TASK REQUIREMENTS
Beginning at the top of the material, repeat each line exactly, and stop once the line with "height:4.5px; margin-top:-2.25px; transform-origin:0;" has been written.

>>>>

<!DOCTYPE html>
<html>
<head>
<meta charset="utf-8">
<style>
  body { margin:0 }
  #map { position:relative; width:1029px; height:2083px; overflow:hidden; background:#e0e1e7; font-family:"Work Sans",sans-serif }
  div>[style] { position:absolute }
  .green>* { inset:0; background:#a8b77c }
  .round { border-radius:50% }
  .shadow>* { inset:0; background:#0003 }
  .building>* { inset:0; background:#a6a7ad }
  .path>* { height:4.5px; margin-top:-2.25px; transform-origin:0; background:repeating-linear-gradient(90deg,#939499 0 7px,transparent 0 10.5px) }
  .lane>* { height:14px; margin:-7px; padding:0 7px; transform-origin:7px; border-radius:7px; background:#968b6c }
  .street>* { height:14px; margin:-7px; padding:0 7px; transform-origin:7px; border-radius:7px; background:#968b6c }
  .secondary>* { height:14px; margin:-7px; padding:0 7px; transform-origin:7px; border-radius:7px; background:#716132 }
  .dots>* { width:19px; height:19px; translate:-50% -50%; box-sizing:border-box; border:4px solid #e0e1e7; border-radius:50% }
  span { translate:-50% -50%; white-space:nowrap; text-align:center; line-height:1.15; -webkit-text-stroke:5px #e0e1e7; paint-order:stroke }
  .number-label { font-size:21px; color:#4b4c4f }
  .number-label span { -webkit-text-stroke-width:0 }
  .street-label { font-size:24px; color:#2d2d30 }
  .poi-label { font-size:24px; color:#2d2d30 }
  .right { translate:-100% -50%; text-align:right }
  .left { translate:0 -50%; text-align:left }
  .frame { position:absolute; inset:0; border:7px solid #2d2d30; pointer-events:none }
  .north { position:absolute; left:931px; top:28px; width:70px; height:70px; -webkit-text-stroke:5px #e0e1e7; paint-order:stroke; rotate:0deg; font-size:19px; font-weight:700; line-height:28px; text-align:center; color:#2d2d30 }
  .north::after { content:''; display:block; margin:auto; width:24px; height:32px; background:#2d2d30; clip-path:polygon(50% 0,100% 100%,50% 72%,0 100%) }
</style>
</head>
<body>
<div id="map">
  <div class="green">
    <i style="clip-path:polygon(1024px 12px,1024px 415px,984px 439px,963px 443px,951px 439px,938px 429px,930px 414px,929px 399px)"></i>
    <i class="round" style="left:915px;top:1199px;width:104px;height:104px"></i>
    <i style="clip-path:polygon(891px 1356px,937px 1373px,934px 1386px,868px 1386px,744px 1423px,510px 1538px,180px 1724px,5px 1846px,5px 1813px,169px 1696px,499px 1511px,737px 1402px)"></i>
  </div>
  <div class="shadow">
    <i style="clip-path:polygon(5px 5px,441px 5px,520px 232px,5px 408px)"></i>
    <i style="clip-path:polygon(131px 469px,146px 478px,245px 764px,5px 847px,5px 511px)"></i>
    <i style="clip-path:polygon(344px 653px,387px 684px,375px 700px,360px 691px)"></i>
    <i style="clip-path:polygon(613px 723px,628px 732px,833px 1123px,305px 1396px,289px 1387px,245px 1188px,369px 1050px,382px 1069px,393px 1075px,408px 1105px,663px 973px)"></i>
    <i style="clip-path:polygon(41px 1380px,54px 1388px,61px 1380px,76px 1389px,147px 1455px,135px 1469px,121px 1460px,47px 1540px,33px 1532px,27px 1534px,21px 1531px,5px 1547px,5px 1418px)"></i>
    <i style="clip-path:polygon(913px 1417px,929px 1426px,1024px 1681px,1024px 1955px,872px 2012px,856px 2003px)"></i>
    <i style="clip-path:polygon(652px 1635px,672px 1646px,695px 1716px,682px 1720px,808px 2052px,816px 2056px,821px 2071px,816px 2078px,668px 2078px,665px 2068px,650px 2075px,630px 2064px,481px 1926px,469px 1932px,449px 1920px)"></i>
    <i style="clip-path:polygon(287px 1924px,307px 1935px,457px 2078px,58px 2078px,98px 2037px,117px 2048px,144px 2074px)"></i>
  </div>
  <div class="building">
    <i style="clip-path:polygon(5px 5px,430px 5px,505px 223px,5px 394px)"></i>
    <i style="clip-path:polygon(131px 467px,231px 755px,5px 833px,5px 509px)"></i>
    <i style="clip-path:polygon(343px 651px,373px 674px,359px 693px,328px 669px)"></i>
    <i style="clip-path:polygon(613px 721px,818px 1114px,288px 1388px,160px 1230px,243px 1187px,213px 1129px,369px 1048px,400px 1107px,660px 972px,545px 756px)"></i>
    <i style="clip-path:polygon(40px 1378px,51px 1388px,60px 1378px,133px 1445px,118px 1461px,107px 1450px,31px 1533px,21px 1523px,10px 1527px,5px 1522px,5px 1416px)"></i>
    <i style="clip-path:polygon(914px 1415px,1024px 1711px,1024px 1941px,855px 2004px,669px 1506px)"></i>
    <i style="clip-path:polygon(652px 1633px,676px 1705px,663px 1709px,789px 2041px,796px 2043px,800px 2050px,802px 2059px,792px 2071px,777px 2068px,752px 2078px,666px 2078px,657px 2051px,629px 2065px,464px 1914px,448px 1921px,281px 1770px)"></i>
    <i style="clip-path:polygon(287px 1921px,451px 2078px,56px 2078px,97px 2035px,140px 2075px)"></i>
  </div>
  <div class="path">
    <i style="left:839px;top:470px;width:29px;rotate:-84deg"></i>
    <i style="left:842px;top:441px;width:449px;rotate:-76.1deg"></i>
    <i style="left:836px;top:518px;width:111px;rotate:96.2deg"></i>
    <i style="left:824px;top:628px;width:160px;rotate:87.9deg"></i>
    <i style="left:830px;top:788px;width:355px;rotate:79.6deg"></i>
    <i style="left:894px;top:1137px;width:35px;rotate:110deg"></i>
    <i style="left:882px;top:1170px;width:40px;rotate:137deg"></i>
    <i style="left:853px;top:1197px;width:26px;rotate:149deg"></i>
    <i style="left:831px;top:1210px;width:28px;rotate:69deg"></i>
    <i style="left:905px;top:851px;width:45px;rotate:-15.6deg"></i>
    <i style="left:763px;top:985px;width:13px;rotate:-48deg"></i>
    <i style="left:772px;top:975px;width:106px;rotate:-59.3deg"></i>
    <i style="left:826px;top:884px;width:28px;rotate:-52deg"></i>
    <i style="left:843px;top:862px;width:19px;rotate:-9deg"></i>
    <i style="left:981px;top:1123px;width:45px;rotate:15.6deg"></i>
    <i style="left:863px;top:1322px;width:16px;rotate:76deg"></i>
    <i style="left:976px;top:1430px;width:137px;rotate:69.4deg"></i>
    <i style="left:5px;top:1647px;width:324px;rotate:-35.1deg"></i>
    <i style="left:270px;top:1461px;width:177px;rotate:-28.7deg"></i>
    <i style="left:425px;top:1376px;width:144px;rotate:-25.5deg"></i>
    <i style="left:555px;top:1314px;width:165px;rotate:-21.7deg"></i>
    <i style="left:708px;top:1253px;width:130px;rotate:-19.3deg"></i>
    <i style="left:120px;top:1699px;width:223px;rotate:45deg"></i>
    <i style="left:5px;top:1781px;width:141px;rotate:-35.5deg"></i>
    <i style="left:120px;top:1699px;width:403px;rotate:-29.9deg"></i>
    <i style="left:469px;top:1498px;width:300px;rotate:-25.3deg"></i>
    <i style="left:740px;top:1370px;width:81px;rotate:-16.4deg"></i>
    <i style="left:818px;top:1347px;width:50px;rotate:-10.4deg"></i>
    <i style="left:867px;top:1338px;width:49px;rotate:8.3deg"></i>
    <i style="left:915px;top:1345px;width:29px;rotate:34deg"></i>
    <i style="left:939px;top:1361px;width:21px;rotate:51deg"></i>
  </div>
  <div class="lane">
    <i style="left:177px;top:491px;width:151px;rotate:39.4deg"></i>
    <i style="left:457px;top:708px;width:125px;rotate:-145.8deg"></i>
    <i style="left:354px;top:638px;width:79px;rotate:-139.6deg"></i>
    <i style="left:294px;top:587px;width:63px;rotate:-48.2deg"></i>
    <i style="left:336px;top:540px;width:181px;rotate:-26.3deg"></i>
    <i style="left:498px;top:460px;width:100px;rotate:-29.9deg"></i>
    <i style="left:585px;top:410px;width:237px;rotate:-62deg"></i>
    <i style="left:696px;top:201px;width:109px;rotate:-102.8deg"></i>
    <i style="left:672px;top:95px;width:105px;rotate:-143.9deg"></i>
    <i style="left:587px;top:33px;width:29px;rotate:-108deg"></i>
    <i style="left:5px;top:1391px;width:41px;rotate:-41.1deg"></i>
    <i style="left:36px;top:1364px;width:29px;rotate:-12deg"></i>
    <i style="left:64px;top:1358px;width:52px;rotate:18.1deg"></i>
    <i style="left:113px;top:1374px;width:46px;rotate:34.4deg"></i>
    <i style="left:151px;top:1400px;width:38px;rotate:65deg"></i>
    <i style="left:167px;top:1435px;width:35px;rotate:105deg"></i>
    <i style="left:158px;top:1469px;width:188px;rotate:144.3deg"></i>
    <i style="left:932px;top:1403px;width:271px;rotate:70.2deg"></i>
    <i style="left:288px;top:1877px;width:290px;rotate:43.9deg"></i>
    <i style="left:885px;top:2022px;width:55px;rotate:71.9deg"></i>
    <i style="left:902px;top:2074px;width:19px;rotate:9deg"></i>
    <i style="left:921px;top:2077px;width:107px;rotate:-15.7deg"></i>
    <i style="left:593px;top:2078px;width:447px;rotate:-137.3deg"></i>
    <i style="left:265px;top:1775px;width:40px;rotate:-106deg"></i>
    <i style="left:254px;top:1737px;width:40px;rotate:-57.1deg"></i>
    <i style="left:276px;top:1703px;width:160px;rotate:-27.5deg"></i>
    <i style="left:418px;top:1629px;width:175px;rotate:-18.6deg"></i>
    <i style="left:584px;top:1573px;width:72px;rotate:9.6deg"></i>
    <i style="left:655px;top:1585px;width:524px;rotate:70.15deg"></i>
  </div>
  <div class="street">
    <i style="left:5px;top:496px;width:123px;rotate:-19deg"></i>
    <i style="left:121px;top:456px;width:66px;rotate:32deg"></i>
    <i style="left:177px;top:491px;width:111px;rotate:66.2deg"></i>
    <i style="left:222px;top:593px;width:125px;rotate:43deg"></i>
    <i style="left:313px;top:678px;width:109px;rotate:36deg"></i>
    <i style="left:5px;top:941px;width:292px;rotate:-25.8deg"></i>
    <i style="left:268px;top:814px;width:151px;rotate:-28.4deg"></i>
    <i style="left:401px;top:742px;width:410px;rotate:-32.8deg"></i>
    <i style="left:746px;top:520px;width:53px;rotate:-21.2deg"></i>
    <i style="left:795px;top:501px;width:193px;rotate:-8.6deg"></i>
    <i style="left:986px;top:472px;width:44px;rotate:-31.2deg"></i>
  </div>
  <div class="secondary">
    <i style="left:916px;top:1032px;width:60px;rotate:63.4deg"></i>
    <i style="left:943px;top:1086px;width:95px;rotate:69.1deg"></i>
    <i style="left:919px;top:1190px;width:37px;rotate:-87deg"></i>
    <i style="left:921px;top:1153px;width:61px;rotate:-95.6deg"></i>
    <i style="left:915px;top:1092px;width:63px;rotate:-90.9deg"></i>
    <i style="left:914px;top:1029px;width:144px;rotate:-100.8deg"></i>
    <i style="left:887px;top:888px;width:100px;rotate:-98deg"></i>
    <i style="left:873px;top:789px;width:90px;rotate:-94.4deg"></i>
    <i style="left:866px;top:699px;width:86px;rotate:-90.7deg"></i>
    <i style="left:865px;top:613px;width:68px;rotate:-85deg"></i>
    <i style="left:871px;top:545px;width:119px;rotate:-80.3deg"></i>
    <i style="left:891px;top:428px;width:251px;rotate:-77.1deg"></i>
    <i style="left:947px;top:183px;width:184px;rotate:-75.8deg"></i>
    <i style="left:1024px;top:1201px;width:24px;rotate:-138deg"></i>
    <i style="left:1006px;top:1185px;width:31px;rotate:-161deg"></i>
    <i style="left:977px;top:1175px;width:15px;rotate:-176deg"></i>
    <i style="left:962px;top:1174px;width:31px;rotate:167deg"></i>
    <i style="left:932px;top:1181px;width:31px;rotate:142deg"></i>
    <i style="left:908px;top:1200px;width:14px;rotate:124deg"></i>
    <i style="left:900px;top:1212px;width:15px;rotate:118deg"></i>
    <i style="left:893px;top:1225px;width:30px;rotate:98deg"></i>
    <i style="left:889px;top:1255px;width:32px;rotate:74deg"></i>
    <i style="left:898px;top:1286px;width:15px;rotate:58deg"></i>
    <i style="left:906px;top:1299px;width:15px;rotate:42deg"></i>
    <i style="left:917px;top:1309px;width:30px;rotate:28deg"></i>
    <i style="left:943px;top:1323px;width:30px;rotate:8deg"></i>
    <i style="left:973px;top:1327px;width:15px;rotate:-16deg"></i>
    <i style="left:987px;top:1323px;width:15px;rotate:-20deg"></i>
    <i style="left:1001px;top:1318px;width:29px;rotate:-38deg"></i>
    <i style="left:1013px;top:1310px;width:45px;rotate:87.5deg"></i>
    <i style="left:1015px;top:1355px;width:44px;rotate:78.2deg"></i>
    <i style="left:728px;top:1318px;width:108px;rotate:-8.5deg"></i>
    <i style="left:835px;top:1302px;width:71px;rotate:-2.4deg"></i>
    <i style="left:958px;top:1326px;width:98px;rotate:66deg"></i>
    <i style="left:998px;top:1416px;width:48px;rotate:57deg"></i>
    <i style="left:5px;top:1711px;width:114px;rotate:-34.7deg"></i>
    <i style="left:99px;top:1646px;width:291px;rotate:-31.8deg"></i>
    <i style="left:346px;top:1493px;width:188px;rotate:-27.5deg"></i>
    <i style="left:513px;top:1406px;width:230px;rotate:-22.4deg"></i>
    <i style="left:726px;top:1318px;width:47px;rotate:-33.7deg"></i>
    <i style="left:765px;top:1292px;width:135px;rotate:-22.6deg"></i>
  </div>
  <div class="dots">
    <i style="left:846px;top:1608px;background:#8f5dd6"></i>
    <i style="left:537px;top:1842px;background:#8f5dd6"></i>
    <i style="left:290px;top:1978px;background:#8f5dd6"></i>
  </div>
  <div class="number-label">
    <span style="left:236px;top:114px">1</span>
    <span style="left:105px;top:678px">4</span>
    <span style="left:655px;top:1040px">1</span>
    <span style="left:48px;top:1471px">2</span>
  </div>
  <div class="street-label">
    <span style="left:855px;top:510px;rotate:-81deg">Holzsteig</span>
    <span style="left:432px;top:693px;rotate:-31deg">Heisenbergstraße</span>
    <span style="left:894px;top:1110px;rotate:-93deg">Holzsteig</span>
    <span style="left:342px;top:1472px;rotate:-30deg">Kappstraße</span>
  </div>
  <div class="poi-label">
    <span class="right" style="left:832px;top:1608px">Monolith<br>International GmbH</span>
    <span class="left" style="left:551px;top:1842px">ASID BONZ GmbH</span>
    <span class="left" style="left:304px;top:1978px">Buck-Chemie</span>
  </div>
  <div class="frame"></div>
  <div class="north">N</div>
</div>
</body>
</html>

<<<<

TASK ANSWER
<!DOCTYPE html>
<html>
<head>
<meta charset="utf-8">
<style>
  body { margin:0 }
  #map { position:relative; width:1029px; height:2083px; overflow:hidden; background:#e0e1e7; font-family:"Work Sans",sans-serif }
  div>[style] { position:absolute }
  .green>* { inset:0; background:#a8b77c }
  .round { border-radius:50% }
  .shadow>* { inset:0; background:#0003 }
  .building>* { inset:0; background:#a6a7ad }
  .path>* { height:4.5px; margin-top:-2.25px; transform-origin:0; background:repeating-linear-gradient(90deg,#939499 0 7px,transparent 0 10.5px) }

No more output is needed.